Послушный, добронравный сын деревенского
священника отца Филиппа, окончив семинарию, вдруг отказался принять
духовный сан и поступил в университет изучать естествознание. Приехав на
каникулы, он стал рассказывать о том, что якобы человек происходит от
обезьяны, а профессор Сеченов доказал: души нет, есть рефлексы.
Попович не сделал обязательного визита в
генеральский дом, а пришел к генералу в неположенный день. Василий
Васильевич возмутился, что этот молодой «нигилист» посмел явиться к нему
запросто, и велел лакею сказать, что принимает по делу утром, до часу.
Юноша вознегодовал и передал барину через лакея, что с этого дня ноги
его не будет в генеральском доме.
Узнав о случившемся, Анюта влетела в кабинет отца и, задыхаясь от волнения, почти прокричала:
— Зачем ты, папа, обидел Алексея Филипповича? Это ужасно, это недостойно так обижать порядочного человека.
Василий Васильевич сразу даже не нашелся,
что ответить, а Анюта от страха убежала. Отец решил обратить все в
шутку. За обедом он рассказал сказку про царевну, вздумавшую заступаться
за конюха, и выставил обоих в очень смешном свете.
Против обыкновения Анюта слушала сказку с
вызывающим видом, а свой протест выразила тем, что стала гулять в лесу с
молодым студентом.
Заподозрить девушку в любовной истории было
трудно: попович не отличался красотой.
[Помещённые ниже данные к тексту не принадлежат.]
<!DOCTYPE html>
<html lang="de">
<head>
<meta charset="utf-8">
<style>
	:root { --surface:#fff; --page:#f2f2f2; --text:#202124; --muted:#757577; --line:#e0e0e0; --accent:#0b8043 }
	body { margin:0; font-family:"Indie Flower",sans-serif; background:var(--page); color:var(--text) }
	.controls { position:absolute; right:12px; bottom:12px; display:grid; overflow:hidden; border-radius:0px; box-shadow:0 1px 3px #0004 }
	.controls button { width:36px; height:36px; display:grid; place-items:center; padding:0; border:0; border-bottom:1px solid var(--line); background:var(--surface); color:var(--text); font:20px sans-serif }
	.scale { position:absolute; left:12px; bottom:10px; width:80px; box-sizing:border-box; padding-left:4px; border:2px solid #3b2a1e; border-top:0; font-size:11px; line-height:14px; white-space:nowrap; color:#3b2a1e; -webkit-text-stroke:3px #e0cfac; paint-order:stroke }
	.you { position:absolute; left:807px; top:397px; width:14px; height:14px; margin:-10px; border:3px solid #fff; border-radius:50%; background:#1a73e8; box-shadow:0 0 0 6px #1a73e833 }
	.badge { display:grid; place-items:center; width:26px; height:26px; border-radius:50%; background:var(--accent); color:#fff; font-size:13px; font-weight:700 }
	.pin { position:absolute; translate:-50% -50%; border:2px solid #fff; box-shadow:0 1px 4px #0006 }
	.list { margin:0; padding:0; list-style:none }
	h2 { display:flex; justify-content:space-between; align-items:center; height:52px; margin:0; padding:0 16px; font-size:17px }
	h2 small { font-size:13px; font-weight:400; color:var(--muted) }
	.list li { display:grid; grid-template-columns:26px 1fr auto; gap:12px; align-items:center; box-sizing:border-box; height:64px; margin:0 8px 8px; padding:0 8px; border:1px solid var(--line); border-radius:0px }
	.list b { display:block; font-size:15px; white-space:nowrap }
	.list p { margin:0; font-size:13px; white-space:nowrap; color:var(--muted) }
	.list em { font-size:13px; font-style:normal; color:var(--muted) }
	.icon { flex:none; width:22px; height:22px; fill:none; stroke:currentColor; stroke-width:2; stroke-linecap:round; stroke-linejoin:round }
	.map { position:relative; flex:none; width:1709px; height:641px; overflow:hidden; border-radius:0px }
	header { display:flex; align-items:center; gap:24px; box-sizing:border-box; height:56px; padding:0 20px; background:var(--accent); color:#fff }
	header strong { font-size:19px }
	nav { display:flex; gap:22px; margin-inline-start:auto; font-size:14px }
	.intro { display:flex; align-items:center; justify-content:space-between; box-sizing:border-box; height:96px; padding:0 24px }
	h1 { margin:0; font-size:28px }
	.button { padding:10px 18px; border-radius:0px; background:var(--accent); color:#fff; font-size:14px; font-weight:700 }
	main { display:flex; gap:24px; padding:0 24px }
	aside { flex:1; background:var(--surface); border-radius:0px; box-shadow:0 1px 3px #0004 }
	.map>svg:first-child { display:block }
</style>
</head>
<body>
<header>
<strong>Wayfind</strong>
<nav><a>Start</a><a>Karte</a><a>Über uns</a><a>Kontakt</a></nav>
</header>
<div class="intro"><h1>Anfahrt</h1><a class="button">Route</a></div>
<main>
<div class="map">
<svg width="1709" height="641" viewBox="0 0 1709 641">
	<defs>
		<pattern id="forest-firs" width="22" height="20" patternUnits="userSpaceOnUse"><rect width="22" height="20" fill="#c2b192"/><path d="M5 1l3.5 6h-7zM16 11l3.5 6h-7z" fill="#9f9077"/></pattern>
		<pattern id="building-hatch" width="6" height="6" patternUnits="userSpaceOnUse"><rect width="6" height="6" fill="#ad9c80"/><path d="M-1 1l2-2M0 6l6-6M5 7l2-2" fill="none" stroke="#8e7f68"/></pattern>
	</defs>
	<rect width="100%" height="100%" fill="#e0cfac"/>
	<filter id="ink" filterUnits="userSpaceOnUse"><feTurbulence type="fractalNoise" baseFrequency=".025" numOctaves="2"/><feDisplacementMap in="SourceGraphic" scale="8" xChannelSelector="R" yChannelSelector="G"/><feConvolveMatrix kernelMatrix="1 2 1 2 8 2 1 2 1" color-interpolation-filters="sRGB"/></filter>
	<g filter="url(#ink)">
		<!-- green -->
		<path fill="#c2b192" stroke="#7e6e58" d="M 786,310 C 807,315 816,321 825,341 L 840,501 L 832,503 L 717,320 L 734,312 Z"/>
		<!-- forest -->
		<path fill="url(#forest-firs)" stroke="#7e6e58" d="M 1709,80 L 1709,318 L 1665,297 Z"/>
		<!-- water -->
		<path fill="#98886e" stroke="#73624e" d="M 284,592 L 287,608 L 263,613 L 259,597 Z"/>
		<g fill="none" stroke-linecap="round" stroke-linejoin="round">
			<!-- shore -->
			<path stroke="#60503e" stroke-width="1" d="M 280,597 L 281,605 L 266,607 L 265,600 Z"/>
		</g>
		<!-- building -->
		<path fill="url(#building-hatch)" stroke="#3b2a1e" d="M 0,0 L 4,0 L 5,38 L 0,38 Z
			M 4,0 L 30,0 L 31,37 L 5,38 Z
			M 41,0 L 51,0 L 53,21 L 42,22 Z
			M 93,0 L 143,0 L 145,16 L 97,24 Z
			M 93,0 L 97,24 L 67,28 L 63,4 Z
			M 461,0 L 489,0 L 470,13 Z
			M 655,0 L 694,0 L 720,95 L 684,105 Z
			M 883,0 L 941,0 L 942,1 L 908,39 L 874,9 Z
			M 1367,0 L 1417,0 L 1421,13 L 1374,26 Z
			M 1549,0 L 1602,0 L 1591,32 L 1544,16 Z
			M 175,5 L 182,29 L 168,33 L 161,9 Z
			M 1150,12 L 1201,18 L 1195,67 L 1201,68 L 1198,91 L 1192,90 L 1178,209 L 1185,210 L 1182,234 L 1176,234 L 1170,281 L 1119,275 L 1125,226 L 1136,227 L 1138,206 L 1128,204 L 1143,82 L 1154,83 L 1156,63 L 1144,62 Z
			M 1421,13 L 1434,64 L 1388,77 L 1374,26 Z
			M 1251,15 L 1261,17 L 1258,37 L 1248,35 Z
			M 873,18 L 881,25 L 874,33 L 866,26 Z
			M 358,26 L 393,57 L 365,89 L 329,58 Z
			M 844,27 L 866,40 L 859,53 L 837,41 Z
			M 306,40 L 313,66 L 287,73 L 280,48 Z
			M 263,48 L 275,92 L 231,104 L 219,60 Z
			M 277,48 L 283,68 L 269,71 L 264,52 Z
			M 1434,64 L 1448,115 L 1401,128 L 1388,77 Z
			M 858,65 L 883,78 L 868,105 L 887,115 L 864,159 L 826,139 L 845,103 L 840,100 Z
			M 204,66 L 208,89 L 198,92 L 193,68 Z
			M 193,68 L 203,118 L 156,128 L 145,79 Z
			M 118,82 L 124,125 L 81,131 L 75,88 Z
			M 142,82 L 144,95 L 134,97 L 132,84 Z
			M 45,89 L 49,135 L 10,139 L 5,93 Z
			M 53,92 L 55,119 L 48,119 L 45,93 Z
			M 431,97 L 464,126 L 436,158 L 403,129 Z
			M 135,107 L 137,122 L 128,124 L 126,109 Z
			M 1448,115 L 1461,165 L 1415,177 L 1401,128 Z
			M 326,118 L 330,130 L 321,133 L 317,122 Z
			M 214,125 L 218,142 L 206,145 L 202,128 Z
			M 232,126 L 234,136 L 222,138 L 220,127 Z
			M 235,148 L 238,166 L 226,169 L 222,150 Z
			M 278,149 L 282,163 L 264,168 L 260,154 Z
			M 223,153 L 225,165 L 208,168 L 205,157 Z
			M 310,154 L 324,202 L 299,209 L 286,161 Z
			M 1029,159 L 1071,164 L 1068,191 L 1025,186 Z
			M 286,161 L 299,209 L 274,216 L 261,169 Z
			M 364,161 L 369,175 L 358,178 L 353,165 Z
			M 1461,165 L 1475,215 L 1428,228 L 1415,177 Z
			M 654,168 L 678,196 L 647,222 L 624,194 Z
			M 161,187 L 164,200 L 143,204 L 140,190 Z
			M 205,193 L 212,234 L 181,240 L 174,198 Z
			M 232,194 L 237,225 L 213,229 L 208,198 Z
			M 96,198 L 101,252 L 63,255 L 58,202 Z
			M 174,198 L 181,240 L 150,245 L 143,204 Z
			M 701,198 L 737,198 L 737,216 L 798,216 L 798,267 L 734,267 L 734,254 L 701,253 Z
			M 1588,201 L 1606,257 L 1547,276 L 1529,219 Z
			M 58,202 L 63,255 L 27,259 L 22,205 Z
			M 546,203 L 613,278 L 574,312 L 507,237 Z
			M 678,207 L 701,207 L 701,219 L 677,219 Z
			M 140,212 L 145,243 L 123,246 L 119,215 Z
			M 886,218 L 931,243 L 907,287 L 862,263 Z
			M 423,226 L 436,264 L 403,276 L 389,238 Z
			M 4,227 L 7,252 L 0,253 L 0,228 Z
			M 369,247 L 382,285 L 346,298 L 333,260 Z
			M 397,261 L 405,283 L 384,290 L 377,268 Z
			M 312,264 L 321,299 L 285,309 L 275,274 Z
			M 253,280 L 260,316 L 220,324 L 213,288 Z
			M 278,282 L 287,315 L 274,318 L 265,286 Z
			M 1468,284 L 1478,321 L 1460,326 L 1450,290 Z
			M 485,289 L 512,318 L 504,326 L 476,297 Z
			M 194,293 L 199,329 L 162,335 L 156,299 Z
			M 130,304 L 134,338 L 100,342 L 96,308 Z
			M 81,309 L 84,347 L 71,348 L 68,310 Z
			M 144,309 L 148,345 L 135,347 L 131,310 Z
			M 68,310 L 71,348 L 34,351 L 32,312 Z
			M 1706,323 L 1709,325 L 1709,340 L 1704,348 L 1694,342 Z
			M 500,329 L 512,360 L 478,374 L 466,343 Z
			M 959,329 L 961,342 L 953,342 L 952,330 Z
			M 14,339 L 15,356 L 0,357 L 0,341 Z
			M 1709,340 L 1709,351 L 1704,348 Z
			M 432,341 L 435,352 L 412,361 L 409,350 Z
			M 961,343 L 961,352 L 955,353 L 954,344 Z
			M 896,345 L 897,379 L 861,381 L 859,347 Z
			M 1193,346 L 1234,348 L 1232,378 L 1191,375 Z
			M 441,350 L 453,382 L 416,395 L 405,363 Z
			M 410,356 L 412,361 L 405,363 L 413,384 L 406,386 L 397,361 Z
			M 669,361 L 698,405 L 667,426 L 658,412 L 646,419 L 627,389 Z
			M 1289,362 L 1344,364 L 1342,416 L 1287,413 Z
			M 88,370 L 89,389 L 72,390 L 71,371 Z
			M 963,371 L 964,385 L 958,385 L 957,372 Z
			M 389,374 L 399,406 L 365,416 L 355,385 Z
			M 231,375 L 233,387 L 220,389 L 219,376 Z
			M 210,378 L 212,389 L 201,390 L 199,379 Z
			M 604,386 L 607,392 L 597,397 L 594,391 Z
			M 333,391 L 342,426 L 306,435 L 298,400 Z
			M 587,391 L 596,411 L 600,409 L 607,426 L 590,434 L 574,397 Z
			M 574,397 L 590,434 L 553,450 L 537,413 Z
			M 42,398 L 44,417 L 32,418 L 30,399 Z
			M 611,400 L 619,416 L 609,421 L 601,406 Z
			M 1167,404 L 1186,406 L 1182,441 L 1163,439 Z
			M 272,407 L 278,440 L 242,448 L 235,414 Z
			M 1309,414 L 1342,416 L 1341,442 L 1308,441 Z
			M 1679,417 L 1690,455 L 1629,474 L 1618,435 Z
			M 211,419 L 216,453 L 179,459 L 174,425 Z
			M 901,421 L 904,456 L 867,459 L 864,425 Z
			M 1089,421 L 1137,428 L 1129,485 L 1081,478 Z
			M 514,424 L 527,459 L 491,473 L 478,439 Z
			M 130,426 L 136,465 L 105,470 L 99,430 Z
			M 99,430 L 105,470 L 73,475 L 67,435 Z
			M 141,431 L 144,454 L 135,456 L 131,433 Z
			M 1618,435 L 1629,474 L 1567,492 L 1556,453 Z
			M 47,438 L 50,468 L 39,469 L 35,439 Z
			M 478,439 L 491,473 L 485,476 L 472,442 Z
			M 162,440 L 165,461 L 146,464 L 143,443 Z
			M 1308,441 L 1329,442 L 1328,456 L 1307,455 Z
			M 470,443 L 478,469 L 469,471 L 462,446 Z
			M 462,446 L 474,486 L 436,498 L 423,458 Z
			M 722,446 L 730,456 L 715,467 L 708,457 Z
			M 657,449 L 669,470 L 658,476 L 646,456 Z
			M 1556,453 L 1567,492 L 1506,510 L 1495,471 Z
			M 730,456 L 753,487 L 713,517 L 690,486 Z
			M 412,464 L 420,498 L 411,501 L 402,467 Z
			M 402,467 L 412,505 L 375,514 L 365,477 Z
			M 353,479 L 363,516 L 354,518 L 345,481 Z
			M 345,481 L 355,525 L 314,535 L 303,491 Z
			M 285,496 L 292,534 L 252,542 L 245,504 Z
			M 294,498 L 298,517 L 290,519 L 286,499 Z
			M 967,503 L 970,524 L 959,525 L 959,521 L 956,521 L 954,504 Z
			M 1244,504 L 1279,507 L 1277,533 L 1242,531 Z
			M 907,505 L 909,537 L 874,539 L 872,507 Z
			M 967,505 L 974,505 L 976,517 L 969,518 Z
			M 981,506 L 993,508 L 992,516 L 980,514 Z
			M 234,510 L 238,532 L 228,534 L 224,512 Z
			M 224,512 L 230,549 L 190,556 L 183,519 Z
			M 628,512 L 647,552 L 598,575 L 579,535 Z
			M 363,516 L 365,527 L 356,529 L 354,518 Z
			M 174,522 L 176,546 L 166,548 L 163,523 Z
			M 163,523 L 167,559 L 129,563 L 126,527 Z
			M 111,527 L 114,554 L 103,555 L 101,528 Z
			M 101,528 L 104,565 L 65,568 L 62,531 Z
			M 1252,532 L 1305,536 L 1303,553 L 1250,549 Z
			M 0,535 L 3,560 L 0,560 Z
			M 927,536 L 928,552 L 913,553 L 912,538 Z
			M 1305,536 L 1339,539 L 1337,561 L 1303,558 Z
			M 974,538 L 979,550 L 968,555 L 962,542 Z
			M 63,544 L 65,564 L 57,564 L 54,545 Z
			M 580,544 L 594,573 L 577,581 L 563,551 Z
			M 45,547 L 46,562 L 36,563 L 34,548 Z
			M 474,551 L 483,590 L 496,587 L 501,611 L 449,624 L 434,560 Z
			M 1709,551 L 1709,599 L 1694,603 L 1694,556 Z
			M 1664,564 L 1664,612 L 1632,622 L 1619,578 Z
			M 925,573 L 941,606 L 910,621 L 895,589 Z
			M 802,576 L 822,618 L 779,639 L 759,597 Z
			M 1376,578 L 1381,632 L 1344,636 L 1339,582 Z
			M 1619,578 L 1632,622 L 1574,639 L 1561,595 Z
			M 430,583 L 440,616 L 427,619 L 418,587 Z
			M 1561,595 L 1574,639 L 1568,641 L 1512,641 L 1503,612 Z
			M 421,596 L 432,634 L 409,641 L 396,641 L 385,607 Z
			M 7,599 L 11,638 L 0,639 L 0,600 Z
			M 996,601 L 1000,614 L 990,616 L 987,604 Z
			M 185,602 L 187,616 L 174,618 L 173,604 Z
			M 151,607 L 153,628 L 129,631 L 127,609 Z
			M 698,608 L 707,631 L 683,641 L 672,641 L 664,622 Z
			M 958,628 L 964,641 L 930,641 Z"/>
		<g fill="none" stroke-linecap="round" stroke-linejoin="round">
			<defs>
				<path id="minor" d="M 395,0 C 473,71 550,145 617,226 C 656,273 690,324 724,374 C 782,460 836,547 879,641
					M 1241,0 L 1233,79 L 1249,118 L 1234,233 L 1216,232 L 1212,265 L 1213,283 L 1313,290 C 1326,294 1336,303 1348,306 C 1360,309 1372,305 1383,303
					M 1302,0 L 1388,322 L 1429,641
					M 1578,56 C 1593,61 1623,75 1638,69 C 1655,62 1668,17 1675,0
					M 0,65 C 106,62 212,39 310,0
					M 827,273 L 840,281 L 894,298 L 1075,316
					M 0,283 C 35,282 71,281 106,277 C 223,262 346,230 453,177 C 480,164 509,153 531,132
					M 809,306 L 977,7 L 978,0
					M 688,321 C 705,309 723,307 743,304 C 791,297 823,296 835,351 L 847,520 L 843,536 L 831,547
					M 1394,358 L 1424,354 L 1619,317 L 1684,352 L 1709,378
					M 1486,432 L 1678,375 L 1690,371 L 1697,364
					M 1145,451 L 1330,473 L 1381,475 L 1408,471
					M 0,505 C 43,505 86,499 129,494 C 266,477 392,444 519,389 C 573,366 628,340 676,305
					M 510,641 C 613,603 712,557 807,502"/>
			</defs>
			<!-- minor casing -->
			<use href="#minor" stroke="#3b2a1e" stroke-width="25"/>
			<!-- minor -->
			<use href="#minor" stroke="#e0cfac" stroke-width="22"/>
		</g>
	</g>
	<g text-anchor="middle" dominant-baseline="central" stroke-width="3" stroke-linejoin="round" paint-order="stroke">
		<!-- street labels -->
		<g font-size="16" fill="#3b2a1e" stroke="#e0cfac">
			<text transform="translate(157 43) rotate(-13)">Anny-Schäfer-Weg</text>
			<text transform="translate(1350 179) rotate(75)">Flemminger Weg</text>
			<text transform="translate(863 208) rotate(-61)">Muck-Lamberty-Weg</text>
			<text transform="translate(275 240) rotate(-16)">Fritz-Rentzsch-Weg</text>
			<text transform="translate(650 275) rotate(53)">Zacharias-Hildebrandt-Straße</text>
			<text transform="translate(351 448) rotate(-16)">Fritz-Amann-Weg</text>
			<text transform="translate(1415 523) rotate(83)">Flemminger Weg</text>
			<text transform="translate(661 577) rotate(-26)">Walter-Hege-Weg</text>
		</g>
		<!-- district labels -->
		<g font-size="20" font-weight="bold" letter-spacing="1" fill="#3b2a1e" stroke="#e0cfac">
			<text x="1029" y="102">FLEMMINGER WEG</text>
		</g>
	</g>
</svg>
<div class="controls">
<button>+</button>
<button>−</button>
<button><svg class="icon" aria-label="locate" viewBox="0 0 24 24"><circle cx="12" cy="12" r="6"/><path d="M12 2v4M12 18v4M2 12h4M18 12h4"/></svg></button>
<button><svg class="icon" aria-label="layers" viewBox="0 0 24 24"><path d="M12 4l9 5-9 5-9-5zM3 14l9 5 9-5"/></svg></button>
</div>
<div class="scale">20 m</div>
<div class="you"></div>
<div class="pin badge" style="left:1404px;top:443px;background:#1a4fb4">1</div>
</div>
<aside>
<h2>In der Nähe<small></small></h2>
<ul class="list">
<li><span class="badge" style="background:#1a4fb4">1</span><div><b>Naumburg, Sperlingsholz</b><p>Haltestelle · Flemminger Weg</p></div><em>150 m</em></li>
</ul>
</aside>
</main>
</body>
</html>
Студент был интересен тем, что
приехал из Петербурга, где видел собственными глазами людей, перед
которыми преклонялась молодежь России: Чернышевского, Добролюбова,
Слепцова!
Алексей Филиппович приносил Анюте «Современник» и «Русское слово», а однажды дал ей номер герценовского «Колокола».
Чтение запрещенных и вольнодумных книг,
разговоры со студентом произвели на Анюту сильное впечатление. Перед ней
открылась новая сторона жизни: несправедливость узаконенного
существования господ и тяжесть крестьянской доли. Девушка начала
заниматься школой, устроенной Елизаветой Федоровной, учила детишек,
разговаривала с деревенскими бабами об их делах и лечила их.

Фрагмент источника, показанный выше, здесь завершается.